» Extracted records:
========================================
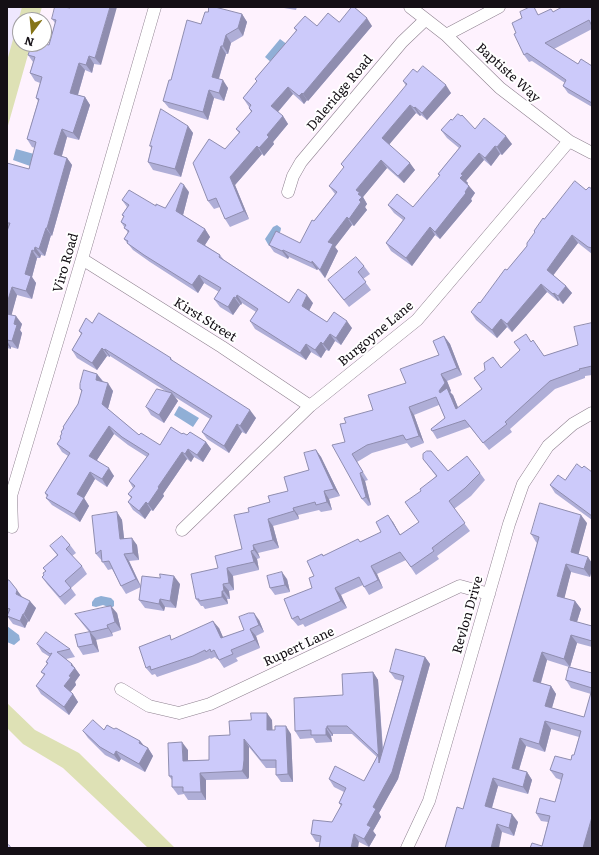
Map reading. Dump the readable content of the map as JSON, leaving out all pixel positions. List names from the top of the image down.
{
  "streets": {
    "street": [
      "Baptiste Way",
      "Daleridge Road",
      "Viro Road",
      "Kirst Street",
      "Burgoyne Lane",
      "Revlon Drive",
      "Rupert Lane"
    ]
  },
  "crossings": [
    ["Baptiste Way", "Daleridge Road"],
    ["Baptiste Way", "Burgoyne Lane"],
    ["Viro Road", "Kirst Street"],
    ["Kirst Street", "Burgoyne Lane"],
    ["Revlon Drive", "Rupert Lane"]
  ],
  "north": "bottom"
}
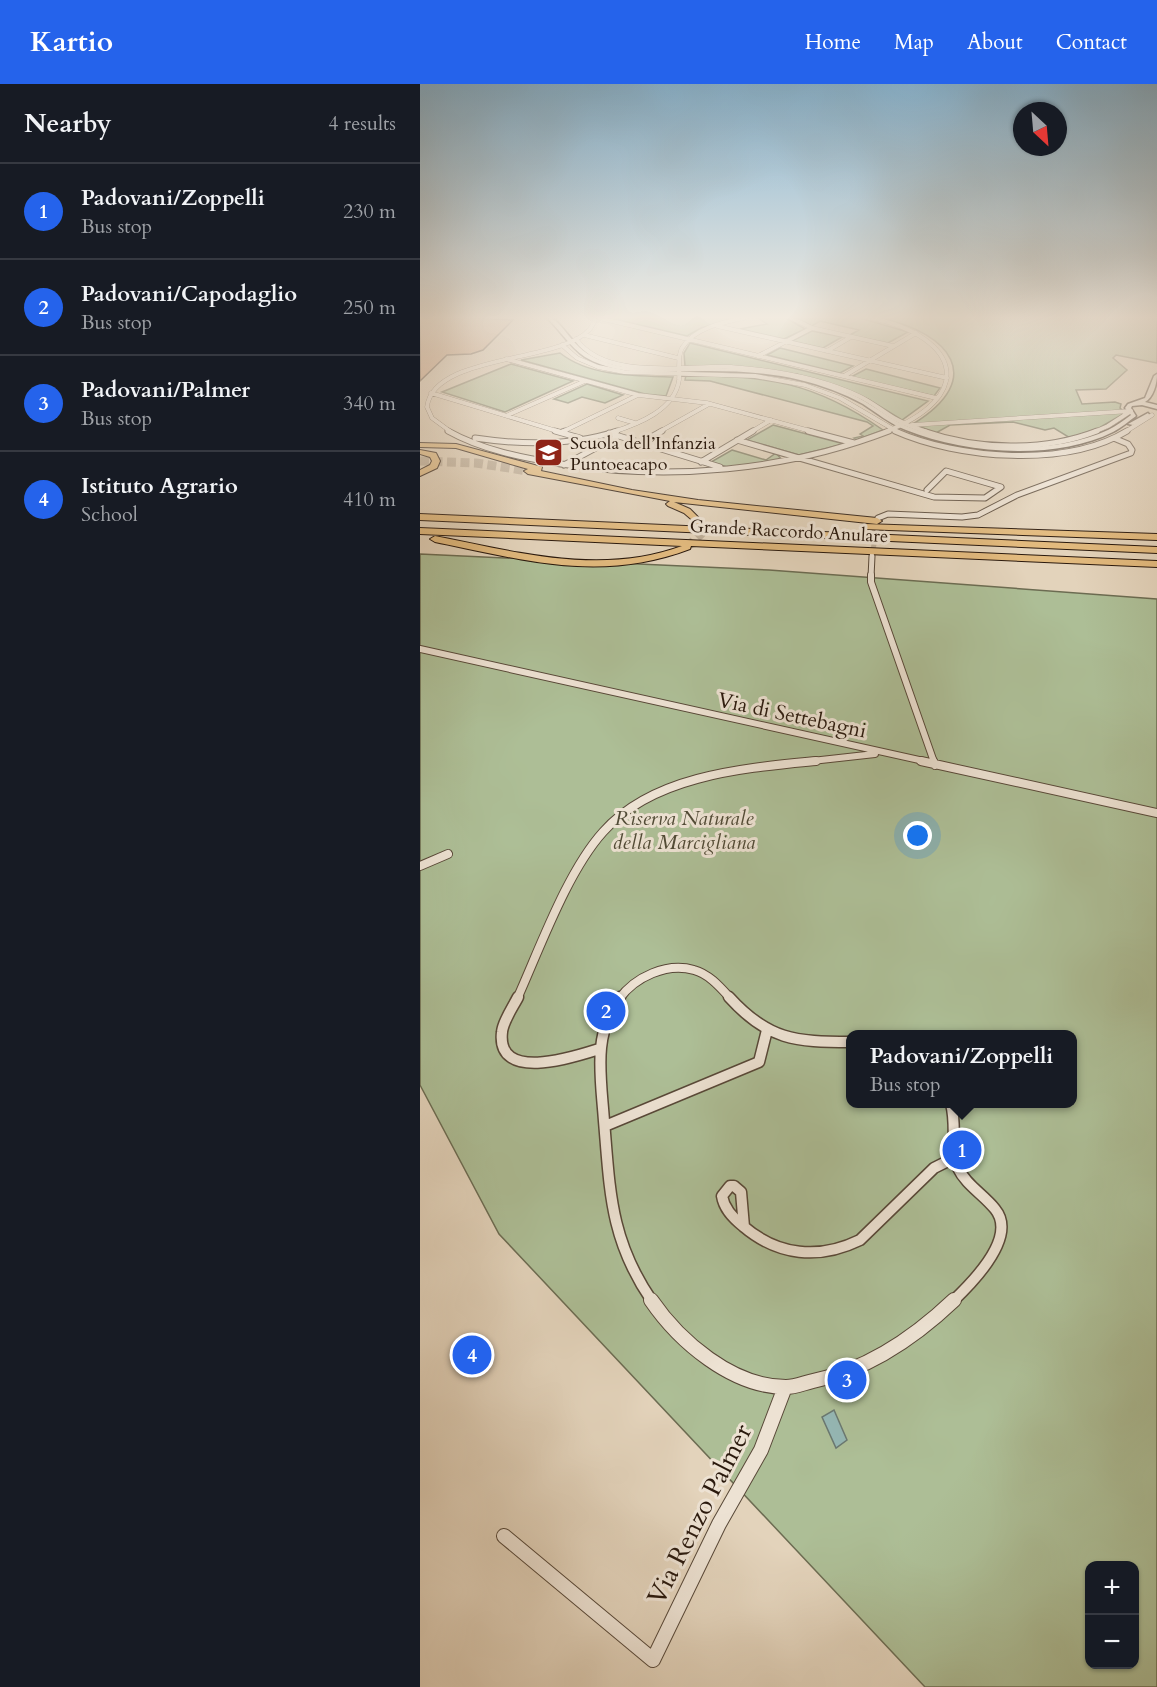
========================================
» What you have to do:
Copy the material exactly as written and leave every picture behind.

» Problem solution:
Map reading. Dump the readable content of the map as JSON, leaving out all pixel positions. List names from the top of the image down.
{
  "streets": {
    "street": [
      "Baptiste Way",
      "Daleridge Road",
      "Viro Road",
      "Kirst Street",
      "Burgoyne Lane",
      "Revlon Drive",
      "Rupert Lane"
    ]
  },
  "crossings": [
    ["Baptiste Way", "Daleridge Road"],
    ["Baptiste Way", "Burgoyne Lane"],
    ["Viro Road", "Kirst Street"],
    ["Kirst Street", "Burgoyne Lane"],
    ["Revlon Drive", "Rupert Lane"]
  ],
  "north": "bottom"
}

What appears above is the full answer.